I think the best method is to point out logical fallacies to other people, in an uncondescending way, using practical analogies that they can understand, for the lapses in reasoning which we are all prone to. In my experience, this does tend to work, as often as not.


----------



## regressivetransphobe (May 16, 2011)

Show me evidence that they are un-progressive or are thinking incorrectly. See the problem here?


----------



## Fsharpmajor (Dec 14, 2008)

Hilltroll72 said:


> That is a special kind of non-sequitur. I don't have the formal training to come up with the definition of the fallacy, but if the statement had been "Language can be used musically, therefore language is music", one only needs to add 'sometimes' at the end to make the statement valid. The problem isn't idiocy, it's not understanding rules of logic. Eh?

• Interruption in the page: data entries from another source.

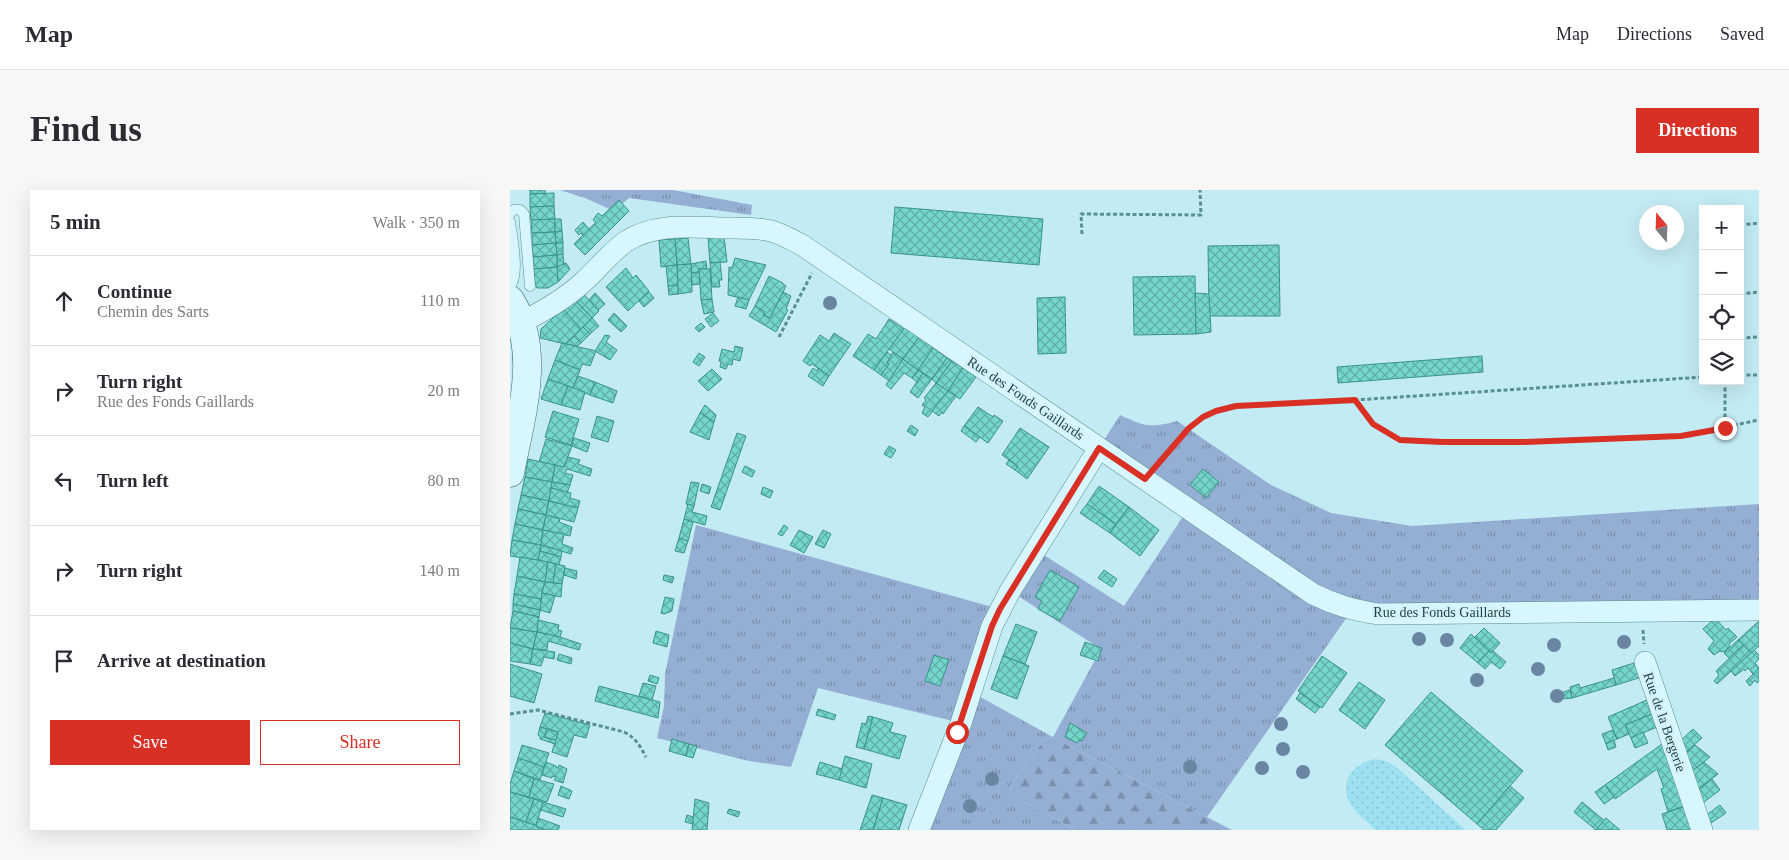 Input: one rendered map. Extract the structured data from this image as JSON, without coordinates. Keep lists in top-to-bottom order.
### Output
{
  "streets": {
    "street": ["Rue des Fonds Gaillards", "Rue de la Bergerie"]
  },
  "crossings": [
    ["Rue des Fonds Gaillards", "Rue de la Bergerie"]
  ],
  "north": "top",
  "page": {
    "header": "Map",
    "nav": ["Map", "Directions", "Saved"],
    "buttons": [
      "Directions",
      ["Save", "Share"]
    ],
    "title": "Find us",
    "heading": ["5 min", "Walk · 350 m"],
    "map_buttons": ["+", "−"],
    "list": [
      ["Continue", "Chemin des Sarts", "110 m"],
      ["Turn right", "Rue des Fonds Gaillards", "20 m"],
      ["Turn left", "80 m"],
      ["Turn right", "140 m"],
      "Arrive at destination"
    ]
  }
} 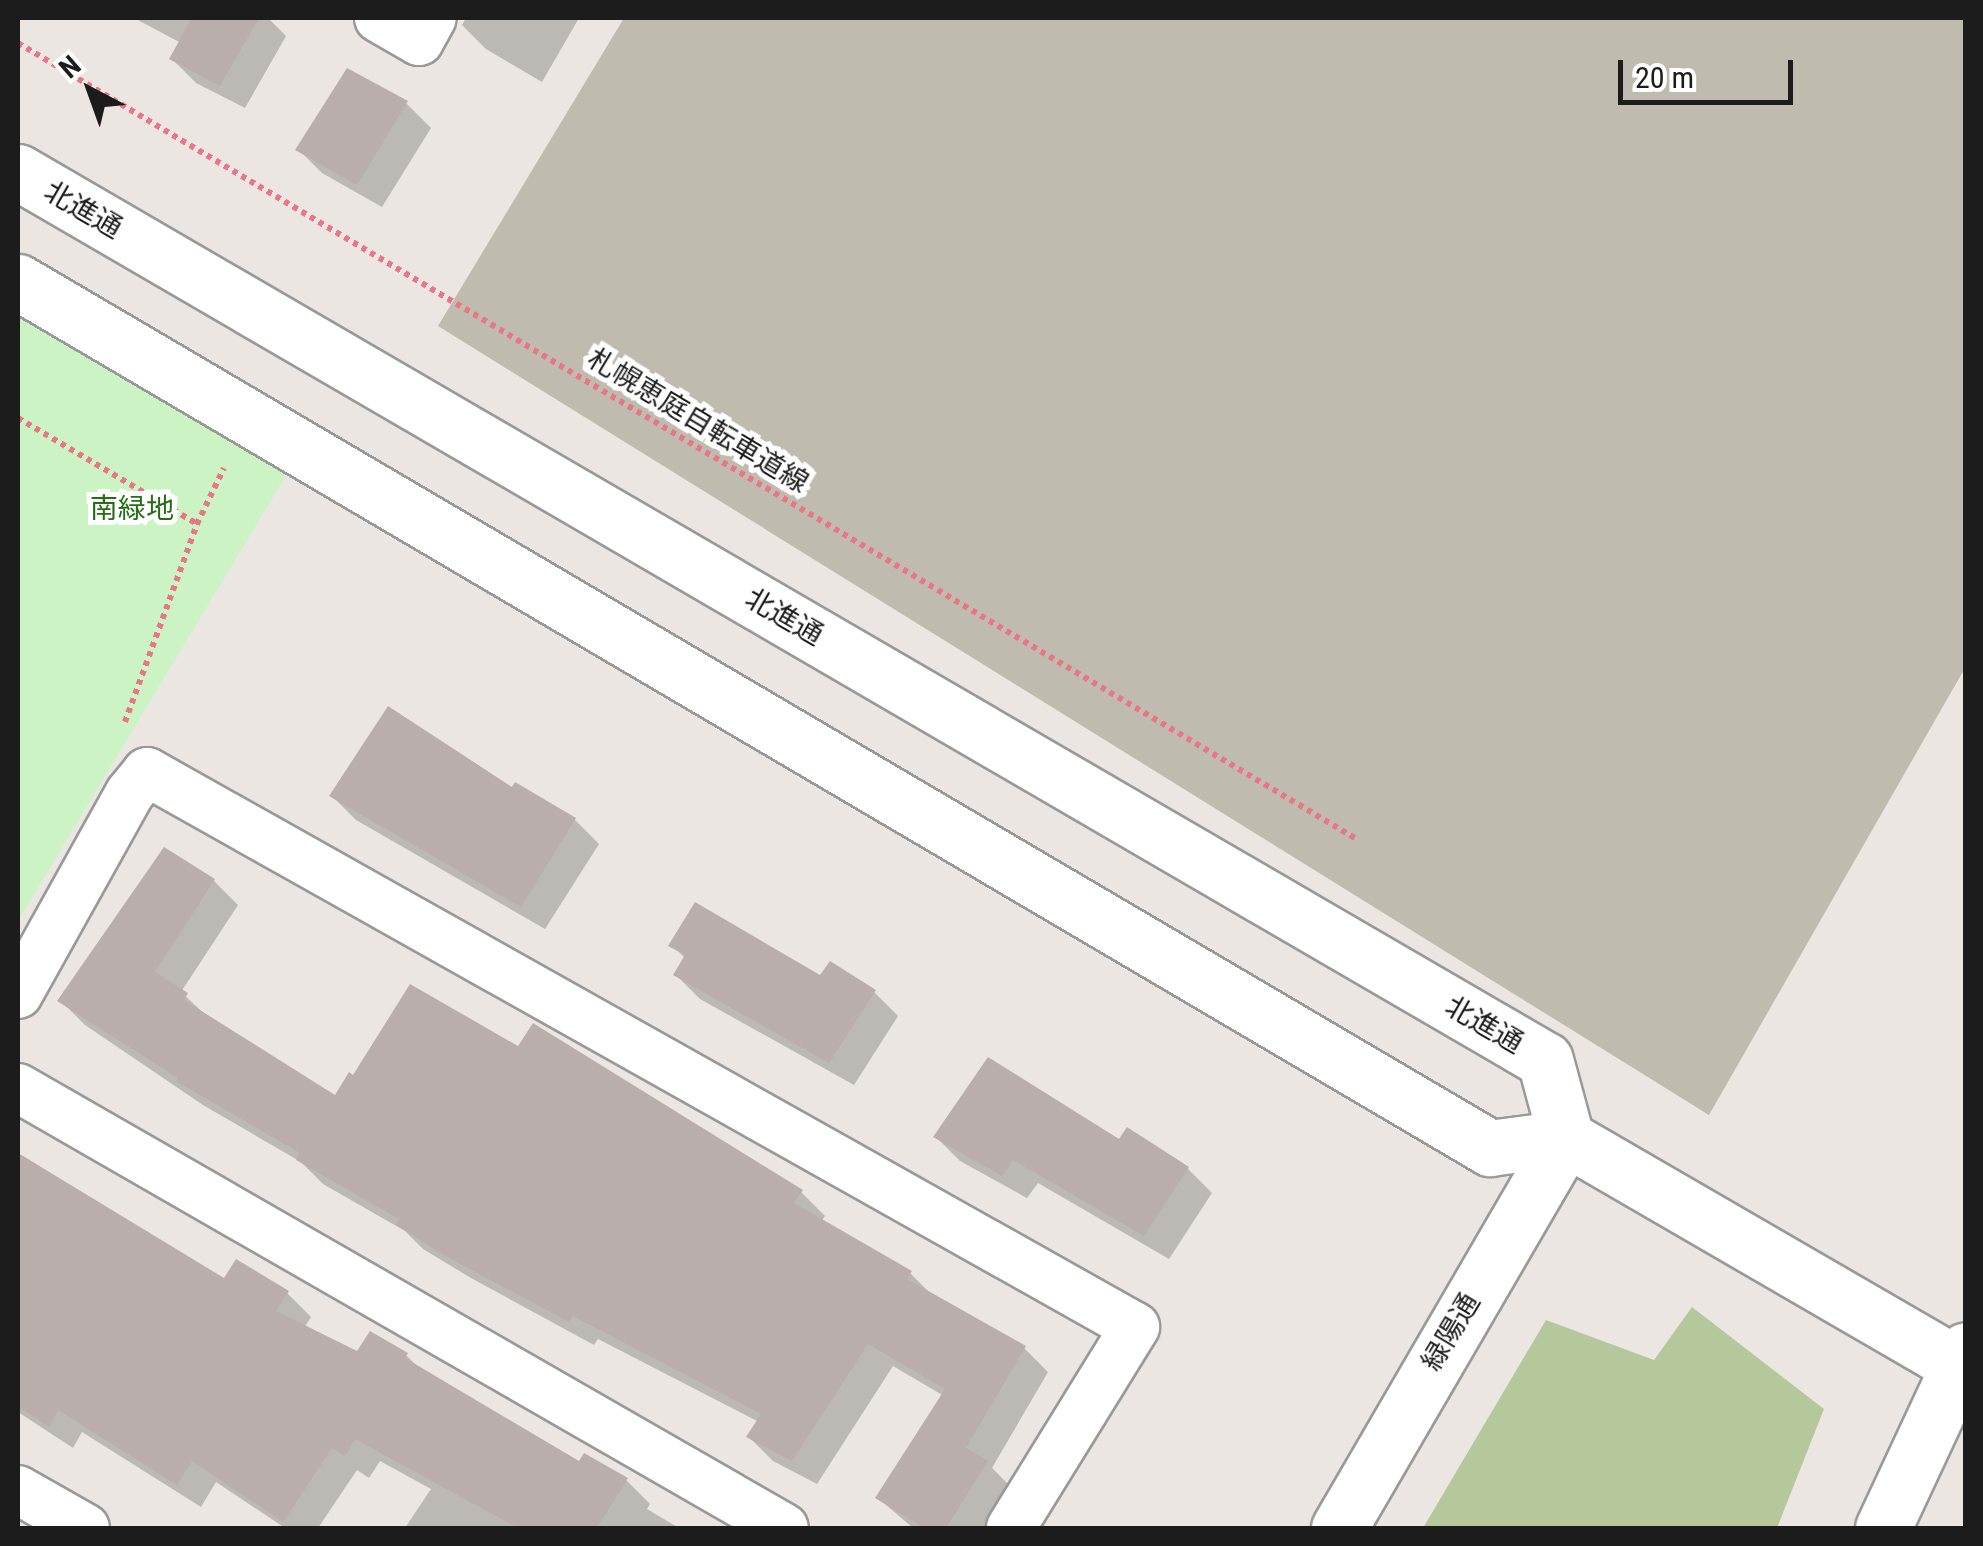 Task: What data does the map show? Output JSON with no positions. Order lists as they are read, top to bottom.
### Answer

It is indeed a logical fallacy, but it's past midnight here, and I can't think what the Latin name for it is. But you are right.


----------



## Polednice (Sep 13, 2009)

clavichorder said:


> I don't agree with you totally on this one Polednice, but I respect your position. I think I understand your premise, but I think it takes "evidence" too far as an overriding thing that makes one persons position superior to another. Humans are emotional by nature. Evidence is helpful, it can straighten things out if it needs to(and some people frustratingly lack the ablity to ever go there), but there are more irrational things at work in all of us and sometimes you just can't fight them. I'm not smart or wise enough often to understand the truth and lose out anyway, and there are often impure emotions behind my motivations anyway that I have to be conscious of. I sometimes take this a little too far.


I'm not someone who thinks that we ought to divorce ourselves from all emotions in all circumstances. However, when our focus is on finding out the _truth_ about something, we have a duty to utterly disregard all of our emotions, all of our irrationalities, and all of our prejudices, because they do nothing but cloud our perception.



Webernite said:


> Pole, do you really think of "Is music a language?" as the sort of question that can be discussed evidentially (scientifically)?
> 
> Music has some of the properties we normally associate with language. It doesn't have all of them. That's about all there is to say.


Yes, it can be discussed evidentially when the proposition is (as was in this case) "Music _is_ a language. This is not an analogy." It takes two minutes to tear that assumption apart, and you did so yourself by pointing out that there are similarities and differences, meaning that it _is_ an analogy; not an exact likeness. The point I made about syntax is evidence against the proposition.



regressivetransphobe said:


> Show me evidence that they are un-progressive or are thinking incorrectly. See the problem here?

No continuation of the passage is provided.